Links: Amazon.com*, AliExpress*, Amazon.ca*, Amazon.co.uk*, Amazon.de*, Amazon.es*, Amazon.fr*, Amazon.it*, Amazon.nl*, Amazon.pl*

The Kioxia (Toshiba) 128GB M.2 2230 PCIe NVMe drive is much shorter than most NVMe drives (full size is 2280). It fits great with single board computers / tablets / other smaller form factors.
Links: Amazon.com*, Amazon.ca*, Amazon.co.uk*, Amazon.co.jp*, Amazon.com.au*, Amazon.de*, Amazon.es*, Amazon.fr*, Amazon.it*, Amazon.nl*, Amazon.pl*, Amazon.se*, Amazon.sg*

The Geekworm copper heat sink set is designed to fit many different single board computers. It uses thermal conductive adhesive which many “cheap” heat sink kits for SBCs don’t have. Eliminates hot spots and reduces throttling.

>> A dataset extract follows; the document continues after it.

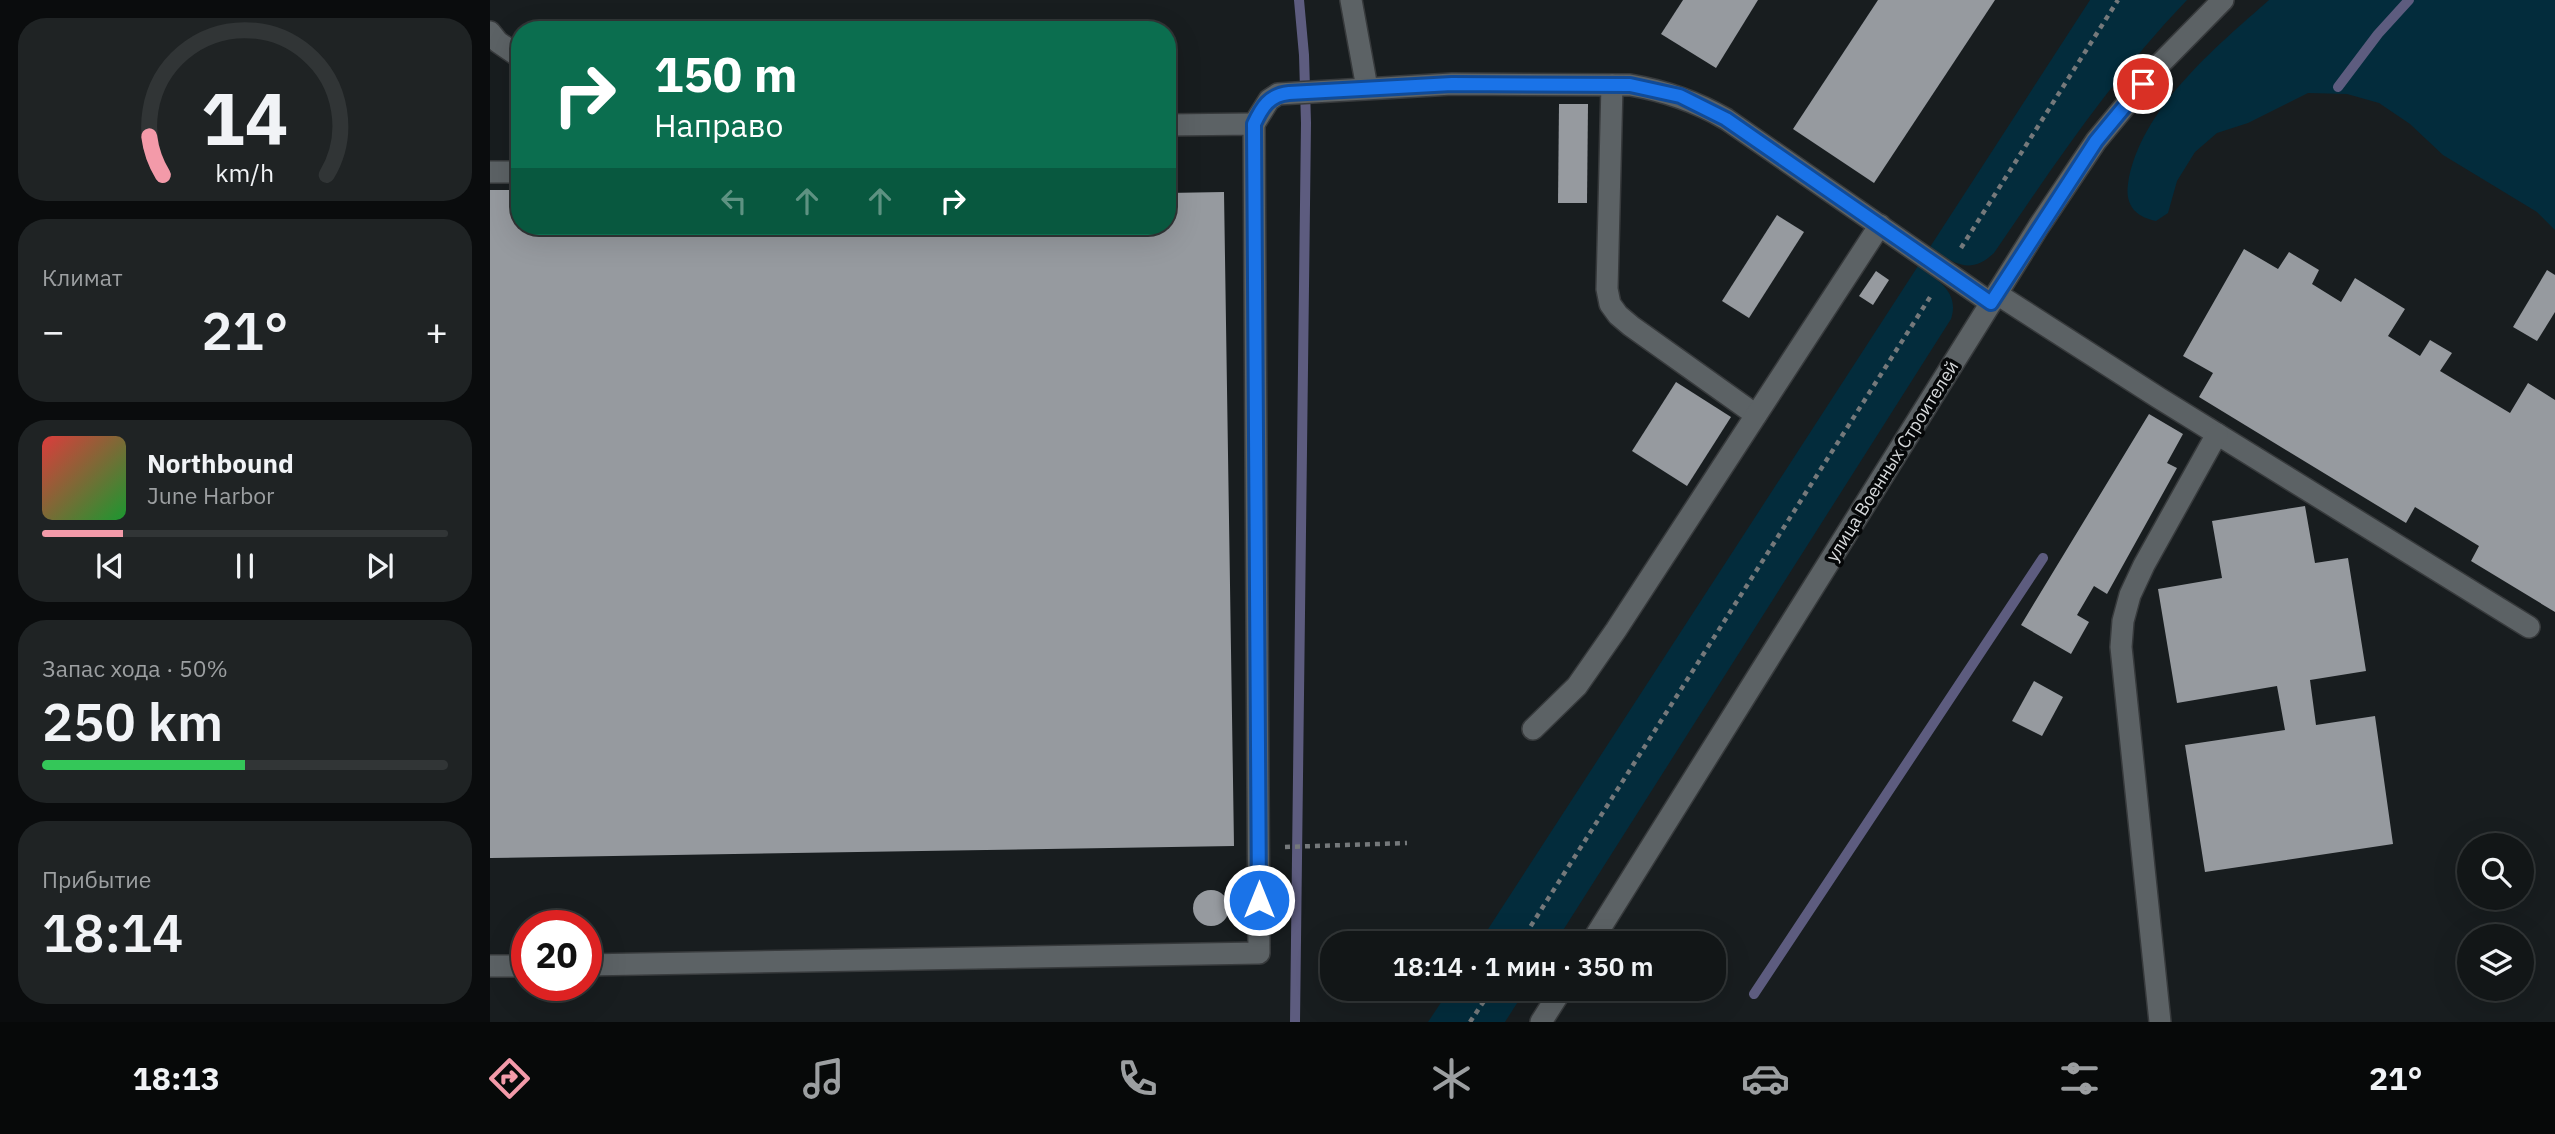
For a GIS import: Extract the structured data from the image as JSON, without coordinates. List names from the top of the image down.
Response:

Can be further enhanced by powered cooling over the heat sinks.
Links: Amazon.com*, Amazon.ca*, Amazon.co.jp*, Amazon.co.uk*, Amazon.de*, Amazon.es*, Amazon.fr*, Amazon.it*

The Orange Pi official mouse uses 2.4GHz wireless to give you a wireless mouse experience with the Orange Pi
Links: Amazon.com*, AliExpress*

The Orange Pi monitor is meant to be a portable monitor you can take anywhere. It has a resolution of 1080P and features a hinge in the back that folds out to support the monitor.
Links: Amazon.com*, AliExpress*
Installing Dependencies
First we need to install some dependencies that are required by Steam. Use the following lines:
sudo dpkg --add-architecture armhf sudo apt update && sudo apt install build-essential git cmake gcc-arm-linux-gnueabihf libc6-dev-armhf-cross libappindicator1 libnm0 libtcmalloc-minimal4 binfmt-support liblttng-ust-dev libcairo2:armhf libgmp10:armhf libvulkan1:armhf libudev-dev:armhf -y
Next we’re going to install Box64. Paste the following lines in your terminal:
git clone https://github.com/ptitSeb/box64 cd box64 mkdir build; cd build; cmake .. -DRK3588=1 -DCMAKE_BUILD_TYPE=RelWithDebInfo make -j4 sudo make install
We also need Box86:
cd ~ git clone https://github.com/ptitSeb/box86 cd box86 mkdir build; cd build; cmake .. -DRK3588=1 -DCMAKE_BUILD_TYPE=RelWithDebInfo make -j4 sudo make install
We also need to install the 3D support drivers with the following:
sudo add-apt-repository ppa:liujianfeng1994/panfork-mesa sudo add-apt-repository ppa:liujianfeng1994/rockchip-multimedia sudo apt update sudo apt dist-upgrade -y sudo apt install mali-g610-firmware rockchip-multimedia-config -y
That’s it for the dependencies! Before you continue you should reboot the device with:
sudo reboot
Installing Steam
First we need to configure the environment for Steam. Use the following lines to add two environment variables to your Linux environment:
echo 'export STEAMOS=1 export STEAM_RUNTIME=1 export DOTNET_SYSTEM_GLOBALIZATION_INVARIANT=1 export PAN_MESA_DEBUG=gofaster,gl3' | sudo tee /etc/profile.d/steam.sh source /etc/profile.d/steam.sh
Next we’re going to use Box86’s install_steam.sh script like this:
cd ~/box86 ./install_steam.sh
Installation is now finished!
Launching Steam
I highly recommend running Steam from a terminal/console like this so you can see the error messages (especially when launching new games):

It’s not unexpected for it to crash right after you log in for the first time. Mine crashed after I entered my one-time e-mail code from Steam. Simply launch it again. I had to log in again but it remembered the PC and stuck the second time.
It also crashed once when I installed Stardew Valley. I then just launched Steam again and it downloaded the game and launched perfectly afterward:

Conclusion
This is only the beginning of your journey. I can get you this far. You should expect most games you try to launch to crash with missing libraries. You then typically will install those libraries through apt (or other means) to fix it. In fact Stardew Valley wouldn’t have worked if I hadn’t added several dependencies to the dependency section. It did crash at first when I tried this and it took several hours for me to figure out the right dependencies to install for it.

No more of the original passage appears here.